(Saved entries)
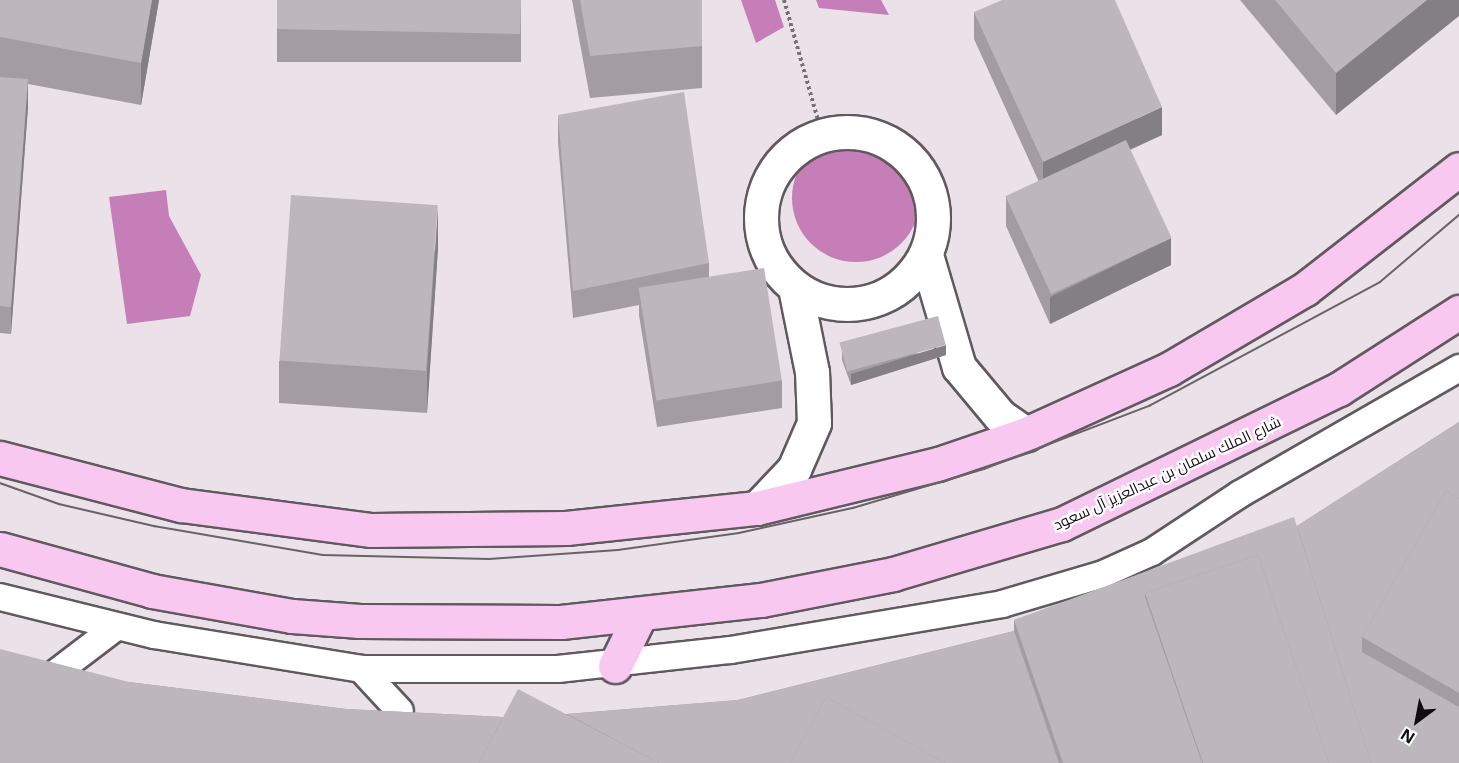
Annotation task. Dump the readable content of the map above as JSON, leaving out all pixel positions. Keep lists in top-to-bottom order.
{
  "streets": {
    "main road": ["شارع الملك سلمان بن عبدالعزيز آل سعود"]
  },
  "north": "bottom left"
}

(Assignment) The result should be a verbatim copy of the data, free of pictures.

(Reply to the exercise)
Annotation task. Dump the readable content of the map above as JSON, leaving out all pixel positions. Keep lists in top-to-bottom order.
{
  "streets": {
    "main road": ["شارع الملك سلمان بن عبدالعزيز آل سعود"]
  },
  "north": "bottom left"
}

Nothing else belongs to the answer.